La déconfiture de l'Imprimerie-Librairie Istra, la vente de
l'immeuble à des promoteurs provoqua une vive inquiétude
dans la communauté juive de Strasbourg.
Robert Weyl en
tant que secrétaire général de la Société
d'Histoire des Israélites d'Alsace et de Lorraine en appela au
Ministre de la Culture, Monsieur Jack Lang. A la suite de quoi, le "bain
rituel juif présumé" fut inscrit à l'inventaire
supplémentaire (15 novembre 1985). Une convention entre les acquéreurs
et les pouvoirs publics permit l'ouverture d'une campagne archéologique
de six mois sur tout l'espace voué à la démolition ou
à la rénovation. Le bain juif était sauvé.
Avant le début des fouilles, le "présumé bain juif" se présentait sous l'aspect d'une cave de forme carrée d'environ trois mètres de côté, voûtée en berceau. La voûte était percée en son centre d'une ouverture circulaire de 90 centimètres de diamètre. Aux quatre angles des consoles de pierre (corbeaux) de facture romane, consoles déroutantes puisque architecturalement leur présence ne se justifiait pas. La cave montrait à la base de ses murs deux assises de pierre en grand appareil. A première vue, le sol était en terre battue.
Monsieur François Petry, directeur des Antiquités historiques d'Alsace confia la direction des fouilles à Madame Marie Dominique Waton. En plus de la collaboration de M.J.P.Legendre, et d'une équipe de vacataires, Madame Waton s'entoura de l'avis de M.Hans Zumstein, conservateur du Musée de l'Oeuvre Notre-Dame, et comme il s'agissait d'un monument juif, de celui de M.Robert Weyl, secrétaire général de la Société d'Histoire des Israélites d'Alsace et de Lorraine et du professeur Gunther Stein, conservateur du Musée du Palatinat et du bain rituel de Spire.

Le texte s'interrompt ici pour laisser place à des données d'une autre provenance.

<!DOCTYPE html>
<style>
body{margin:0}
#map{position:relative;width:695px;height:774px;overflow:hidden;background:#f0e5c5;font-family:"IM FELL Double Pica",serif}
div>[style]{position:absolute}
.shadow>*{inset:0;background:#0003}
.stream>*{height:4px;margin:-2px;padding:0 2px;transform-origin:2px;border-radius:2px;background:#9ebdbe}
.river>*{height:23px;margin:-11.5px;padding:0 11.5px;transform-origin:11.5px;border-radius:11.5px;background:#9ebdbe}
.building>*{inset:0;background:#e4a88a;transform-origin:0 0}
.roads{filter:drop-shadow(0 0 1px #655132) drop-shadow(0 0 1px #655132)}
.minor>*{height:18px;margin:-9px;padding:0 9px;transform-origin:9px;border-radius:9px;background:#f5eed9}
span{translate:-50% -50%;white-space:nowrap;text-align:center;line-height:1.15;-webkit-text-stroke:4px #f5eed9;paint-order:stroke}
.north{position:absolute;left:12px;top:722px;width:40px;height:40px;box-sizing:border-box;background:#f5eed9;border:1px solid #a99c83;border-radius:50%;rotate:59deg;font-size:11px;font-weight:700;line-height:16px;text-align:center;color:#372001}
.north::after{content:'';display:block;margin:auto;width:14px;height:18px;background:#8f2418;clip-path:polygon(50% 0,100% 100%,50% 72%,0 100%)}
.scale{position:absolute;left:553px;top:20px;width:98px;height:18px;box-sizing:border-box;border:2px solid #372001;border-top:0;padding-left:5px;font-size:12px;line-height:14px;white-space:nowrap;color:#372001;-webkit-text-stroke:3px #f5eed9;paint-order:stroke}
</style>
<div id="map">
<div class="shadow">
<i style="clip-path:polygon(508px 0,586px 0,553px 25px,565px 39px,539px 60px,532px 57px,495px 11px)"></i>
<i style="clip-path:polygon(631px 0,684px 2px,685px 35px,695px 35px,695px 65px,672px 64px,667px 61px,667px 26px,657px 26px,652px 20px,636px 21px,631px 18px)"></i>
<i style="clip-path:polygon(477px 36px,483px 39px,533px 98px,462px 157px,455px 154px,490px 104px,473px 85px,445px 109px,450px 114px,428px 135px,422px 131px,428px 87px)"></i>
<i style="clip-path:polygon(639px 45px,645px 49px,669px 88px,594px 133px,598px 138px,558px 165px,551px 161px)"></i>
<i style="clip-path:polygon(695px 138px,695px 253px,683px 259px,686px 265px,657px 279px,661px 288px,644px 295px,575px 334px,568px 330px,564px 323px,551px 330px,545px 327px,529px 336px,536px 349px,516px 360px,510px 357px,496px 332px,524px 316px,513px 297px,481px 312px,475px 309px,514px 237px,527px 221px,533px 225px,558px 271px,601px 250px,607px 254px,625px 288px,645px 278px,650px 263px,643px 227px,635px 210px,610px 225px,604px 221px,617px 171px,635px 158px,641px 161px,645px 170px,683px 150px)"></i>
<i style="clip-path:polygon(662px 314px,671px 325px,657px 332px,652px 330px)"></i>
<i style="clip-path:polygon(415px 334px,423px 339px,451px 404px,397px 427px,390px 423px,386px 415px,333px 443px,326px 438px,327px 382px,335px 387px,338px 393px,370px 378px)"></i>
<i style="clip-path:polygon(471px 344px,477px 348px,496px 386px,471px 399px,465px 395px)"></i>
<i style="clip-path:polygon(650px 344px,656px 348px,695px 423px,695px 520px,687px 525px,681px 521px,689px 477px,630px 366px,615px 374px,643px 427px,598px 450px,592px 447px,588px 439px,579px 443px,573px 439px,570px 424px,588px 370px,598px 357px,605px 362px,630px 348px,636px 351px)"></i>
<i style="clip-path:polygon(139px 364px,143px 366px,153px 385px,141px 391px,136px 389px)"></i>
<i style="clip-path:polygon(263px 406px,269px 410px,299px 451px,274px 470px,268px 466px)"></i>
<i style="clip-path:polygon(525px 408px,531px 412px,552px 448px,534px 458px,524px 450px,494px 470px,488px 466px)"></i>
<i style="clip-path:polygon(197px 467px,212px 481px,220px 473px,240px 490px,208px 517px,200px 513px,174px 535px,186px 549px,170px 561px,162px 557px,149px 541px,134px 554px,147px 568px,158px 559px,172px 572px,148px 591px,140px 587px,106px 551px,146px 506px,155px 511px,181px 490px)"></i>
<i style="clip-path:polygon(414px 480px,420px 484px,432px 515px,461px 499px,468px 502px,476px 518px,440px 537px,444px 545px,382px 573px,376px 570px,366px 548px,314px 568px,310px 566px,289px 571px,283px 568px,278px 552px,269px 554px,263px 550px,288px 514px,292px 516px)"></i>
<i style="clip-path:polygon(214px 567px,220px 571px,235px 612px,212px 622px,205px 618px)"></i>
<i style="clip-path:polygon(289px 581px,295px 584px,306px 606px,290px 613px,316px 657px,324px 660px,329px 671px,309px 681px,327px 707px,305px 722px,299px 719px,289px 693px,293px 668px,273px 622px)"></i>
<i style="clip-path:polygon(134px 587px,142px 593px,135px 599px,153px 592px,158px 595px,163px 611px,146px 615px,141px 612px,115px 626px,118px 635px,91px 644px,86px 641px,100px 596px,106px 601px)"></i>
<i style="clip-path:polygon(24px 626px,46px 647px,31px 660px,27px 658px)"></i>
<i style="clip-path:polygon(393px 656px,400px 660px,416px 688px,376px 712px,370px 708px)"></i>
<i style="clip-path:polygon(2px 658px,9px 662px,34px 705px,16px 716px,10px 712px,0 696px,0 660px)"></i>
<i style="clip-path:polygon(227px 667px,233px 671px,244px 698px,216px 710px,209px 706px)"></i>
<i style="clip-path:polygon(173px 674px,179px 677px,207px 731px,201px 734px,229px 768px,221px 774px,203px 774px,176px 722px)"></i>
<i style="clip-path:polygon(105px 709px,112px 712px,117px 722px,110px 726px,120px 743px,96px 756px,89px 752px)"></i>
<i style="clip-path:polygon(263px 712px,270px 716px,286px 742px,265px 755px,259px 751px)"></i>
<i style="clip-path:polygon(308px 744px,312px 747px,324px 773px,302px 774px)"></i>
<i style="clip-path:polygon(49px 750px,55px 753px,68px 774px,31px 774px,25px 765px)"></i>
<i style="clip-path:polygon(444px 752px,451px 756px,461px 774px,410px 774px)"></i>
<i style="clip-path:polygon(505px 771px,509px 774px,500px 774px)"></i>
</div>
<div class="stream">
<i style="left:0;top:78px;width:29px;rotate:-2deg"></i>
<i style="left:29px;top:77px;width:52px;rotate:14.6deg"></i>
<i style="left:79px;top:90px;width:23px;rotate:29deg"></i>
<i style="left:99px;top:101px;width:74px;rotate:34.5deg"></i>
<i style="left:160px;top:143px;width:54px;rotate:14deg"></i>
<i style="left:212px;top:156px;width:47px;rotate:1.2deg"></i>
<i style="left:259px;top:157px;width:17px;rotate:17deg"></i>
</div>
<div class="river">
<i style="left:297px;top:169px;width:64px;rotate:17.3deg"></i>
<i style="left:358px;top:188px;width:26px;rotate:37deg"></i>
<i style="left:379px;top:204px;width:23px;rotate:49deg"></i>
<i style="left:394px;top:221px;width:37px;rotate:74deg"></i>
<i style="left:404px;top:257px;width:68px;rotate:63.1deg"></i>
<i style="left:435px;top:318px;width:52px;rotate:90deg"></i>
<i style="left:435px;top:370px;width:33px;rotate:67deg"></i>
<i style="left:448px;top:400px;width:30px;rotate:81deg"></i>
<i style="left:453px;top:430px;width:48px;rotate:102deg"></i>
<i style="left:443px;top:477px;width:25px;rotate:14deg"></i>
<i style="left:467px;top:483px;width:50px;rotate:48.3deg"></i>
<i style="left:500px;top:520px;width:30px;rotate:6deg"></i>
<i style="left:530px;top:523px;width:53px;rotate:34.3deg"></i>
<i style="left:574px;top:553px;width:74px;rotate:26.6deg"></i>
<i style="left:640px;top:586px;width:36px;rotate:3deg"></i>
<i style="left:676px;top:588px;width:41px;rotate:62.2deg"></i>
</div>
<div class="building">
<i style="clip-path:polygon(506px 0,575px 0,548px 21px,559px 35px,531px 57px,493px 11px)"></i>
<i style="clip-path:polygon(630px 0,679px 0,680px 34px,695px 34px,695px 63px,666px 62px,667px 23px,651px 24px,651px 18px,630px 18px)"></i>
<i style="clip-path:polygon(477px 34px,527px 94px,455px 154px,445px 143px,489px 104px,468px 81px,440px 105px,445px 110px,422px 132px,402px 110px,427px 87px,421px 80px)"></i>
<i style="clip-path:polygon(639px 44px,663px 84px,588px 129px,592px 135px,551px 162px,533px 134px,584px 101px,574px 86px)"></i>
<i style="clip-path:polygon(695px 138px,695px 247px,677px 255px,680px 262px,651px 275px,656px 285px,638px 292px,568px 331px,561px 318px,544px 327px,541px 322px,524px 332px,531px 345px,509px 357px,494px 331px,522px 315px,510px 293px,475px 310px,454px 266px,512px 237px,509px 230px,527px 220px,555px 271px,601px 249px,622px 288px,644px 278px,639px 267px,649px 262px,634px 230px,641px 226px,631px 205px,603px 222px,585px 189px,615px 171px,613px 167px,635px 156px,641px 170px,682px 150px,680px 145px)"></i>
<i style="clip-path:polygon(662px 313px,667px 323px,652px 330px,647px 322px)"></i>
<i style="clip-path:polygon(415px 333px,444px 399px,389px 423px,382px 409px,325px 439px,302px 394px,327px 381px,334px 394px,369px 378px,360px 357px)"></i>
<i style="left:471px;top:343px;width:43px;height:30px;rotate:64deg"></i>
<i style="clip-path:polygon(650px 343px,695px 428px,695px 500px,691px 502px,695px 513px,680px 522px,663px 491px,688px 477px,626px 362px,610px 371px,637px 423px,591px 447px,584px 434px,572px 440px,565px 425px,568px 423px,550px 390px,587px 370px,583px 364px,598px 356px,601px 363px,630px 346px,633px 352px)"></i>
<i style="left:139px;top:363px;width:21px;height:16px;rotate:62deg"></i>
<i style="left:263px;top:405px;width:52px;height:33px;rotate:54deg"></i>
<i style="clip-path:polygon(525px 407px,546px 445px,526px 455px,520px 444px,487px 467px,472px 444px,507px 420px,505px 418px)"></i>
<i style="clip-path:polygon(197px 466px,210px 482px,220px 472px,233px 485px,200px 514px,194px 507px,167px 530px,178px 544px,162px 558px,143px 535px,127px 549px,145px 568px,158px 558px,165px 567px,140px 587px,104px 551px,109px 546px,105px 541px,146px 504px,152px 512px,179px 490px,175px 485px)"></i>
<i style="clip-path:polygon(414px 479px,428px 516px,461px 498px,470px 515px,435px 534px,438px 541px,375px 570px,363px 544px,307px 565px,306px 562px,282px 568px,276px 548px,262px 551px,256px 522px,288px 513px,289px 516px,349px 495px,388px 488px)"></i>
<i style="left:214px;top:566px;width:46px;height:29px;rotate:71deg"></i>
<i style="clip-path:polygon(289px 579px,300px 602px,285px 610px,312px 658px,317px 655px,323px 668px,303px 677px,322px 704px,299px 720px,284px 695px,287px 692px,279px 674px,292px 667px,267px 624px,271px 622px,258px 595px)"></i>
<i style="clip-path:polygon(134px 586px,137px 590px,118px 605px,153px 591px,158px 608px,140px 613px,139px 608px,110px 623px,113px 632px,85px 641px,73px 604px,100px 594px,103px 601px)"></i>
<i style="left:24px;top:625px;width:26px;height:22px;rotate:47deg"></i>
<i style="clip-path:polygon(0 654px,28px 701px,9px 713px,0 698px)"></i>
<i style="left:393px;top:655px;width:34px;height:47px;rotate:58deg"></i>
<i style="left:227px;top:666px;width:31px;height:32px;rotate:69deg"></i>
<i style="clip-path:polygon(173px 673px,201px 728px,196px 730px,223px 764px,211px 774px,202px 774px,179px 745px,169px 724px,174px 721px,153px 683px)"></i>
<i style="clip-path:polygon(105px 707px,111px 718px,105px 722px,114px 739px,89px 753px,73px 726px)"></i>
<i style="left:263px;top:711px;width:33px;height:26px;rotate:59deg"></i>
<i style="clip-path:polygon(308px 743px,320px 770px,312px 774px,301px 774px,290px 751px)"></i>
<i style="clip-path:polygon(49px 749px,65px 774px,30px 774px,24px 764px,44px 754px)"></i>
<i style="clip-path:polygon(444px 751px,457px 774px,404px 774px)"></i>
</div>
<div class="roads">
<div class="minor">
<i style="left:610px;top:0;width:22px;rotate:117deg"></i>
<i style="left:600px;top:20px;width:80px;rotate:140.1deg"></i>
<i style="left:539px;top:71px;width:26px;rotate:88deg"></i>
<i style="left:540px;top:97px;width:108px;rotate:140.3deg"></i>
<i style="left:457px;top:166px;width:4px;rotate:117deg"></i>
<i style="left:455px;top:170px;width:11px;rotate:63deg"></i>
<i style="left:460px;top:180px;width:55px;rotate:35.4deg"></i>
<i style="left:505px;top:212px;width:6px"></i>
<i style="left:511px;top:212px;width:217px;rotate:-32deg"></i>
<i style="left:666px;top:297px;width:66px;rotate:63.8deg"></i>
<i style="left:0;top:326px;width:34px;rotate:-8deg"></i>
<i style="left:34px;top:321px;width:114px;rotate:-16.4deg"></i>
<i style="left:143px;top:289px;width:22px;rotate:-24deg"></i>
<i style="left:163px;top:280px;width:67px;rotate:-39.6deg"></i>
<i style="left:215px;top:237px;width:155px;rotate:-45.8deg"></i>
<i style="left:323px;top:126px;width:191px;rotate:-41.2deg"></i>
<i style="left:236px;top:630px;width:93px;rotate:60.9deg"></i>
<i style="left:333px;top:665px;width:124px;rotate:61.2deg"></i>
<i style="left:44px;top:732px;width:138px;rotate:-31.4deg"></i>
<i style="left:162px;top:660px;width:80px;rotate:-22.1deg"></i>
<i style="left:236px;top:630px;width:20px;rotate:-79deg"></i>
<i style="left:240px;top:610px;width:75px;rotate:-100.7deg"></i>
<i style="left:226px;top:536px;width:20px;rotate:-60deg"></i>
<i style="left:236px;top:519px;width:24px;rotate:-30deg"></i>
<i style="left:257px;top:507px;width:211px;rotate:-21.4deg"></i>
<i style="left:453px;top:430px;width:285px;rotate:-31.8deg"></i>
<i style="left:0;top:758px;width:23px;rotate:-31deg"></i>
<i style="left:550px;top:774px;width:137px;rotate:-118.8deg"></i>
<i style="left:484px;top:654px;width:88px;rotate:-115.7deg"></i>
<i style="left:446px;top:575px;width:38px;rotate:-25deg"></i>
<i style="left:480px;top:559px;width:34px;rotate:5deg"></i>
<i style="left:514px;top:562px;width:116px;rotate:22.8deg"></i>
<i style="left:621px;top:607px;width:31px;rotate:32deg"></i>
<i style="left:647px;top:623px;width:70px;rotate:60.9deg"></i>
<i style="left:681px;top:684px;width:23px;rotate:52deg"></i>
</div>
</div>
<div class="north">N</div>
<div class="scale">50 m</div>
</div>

Après dégagement d'un sol en terre battue, d'un premier pavage de briques, puis d'un second dallage fait de briques, de dalles de grès, carrées ou rectangulaires, on mit à jour l'orifice d'un puits comblé. Il faut noter que l'ouverture du puits est décentrée par rapport à l'orifice zénithal de la voûte de la cave, ce qui ne manque pas de provoquer des questions. La partie supérieure du puits était constituée de onze blocs de pierre quadrangulaires de remploi pesant chacun 70 Kg. La partie médiane du puits était circulaire composée de matériaux divers. Quant à la base du puits, elle formait un bassin carré constitué par quatre grandes dalles ayant environ 1 mètre de large, 1,30 mètre de haut, et 12 cm d'épaisseur. Ce puits semble avoir peu servi et fut comblé quelques années après sa construction.
Le puits fut déposé et la fouille continuée jusqu'au dégagement total du "bain". Malheureusement la terre de remblai ne livra qu'un mobilier pauvre et de peu d'intérêt. Mais le dégagement total permit de mettre en évidence les restes d'un escalier s'ouvrant au niveau du sol de la cave et aboutissant au niveau de la nappe phréatique. On peut mettre la démolition de cet escalier en relation avec la construction du puits, les ouvriers trouvant là une carrière de pierres à bon marché. L'existence de cet escalier nous conforte dans notre conviction d'avoir trouvé les vestiges du bain juif médiéval.
Au niveau de la dernière marche de l'escalier s'ouvre la piscine proprement dite. Or à ce niveau les archéologues mirent à jour un aménagement en bois délimitant un espace de 1 m 70 sur 1 m 50.
Il est difficile de se prononcer avec certitude sur le rôle de cet aménagement en bois, dont l'emboîtage aux angles est caractéristique pour le 11ème ou le 12ème siècle. Il s'agit vraisemblablement d'un coffrage de soutènement, associé à la construction du bain rituel et délimitant le pourtour de la piscine. L'étude du bain rituel de Bischheim, datant des environs de 1580, a montré que les marches de pierre reposent sur un support en bois, ce que l'on accepte beaucoup plus facilement que le lambrissage des parois de la piscine, qui est une des caractéristiques du bain de Bischheim. Une étude dendrochronologique et de datation par carbone 14 est en cours. Ainsi, en dépit des graves dommages subis, il demeure assez d'éléments permettant d'identifier un bain juif et d'en restituer la forme, qui n'est pas sans analogie avec la partie basse du bain rituel de Friedberg (Hesse).
Il convient d'insister sur le fait que ce bain est le seul édifice
juif appartenant au moyen âge strasbourgeois qui soit parvenu jusqu'à
nous, ce qui ne manque pas de soulever quelques problèmes.
Problème de la propriété : Il serait souhaitable que
la ville de Strasbourg se porte acquéreur de ce site historique qu'elle
pourrait gérer par l'intermédiaire de la direction des musées.
Problème de la remise en état : Est-il souhaitable de faire
une restauration en l'état primitif, quitte à détruire
des vestiges, peu spectaculaires certes, mais certains, pour les remplacer
par des éléments hypothétiques, comme l'aurait fait un
Viollet-le-Duc ou un Bodo Ebhardt (1) ? Ne vaudrait-t-il
pas mieux consolider simplement les vestiges, placer judicieusement une passerelle
métallique de manière à avoir une vue générale
du bain, en même temps que l'on présenterait une maquette réduite,
une reconstitution miniature du bain tel qu'il devait se présenter
au 13ème siècle. Le tout accompagné de photographies
des diverses phases de la fouille, ce qui aiderait à la compréhension
du site.
Les fouilles interrompues par la mauvaise saison nous livreront peut-être d'autres éléments de ce passé strasbourgeois si riche.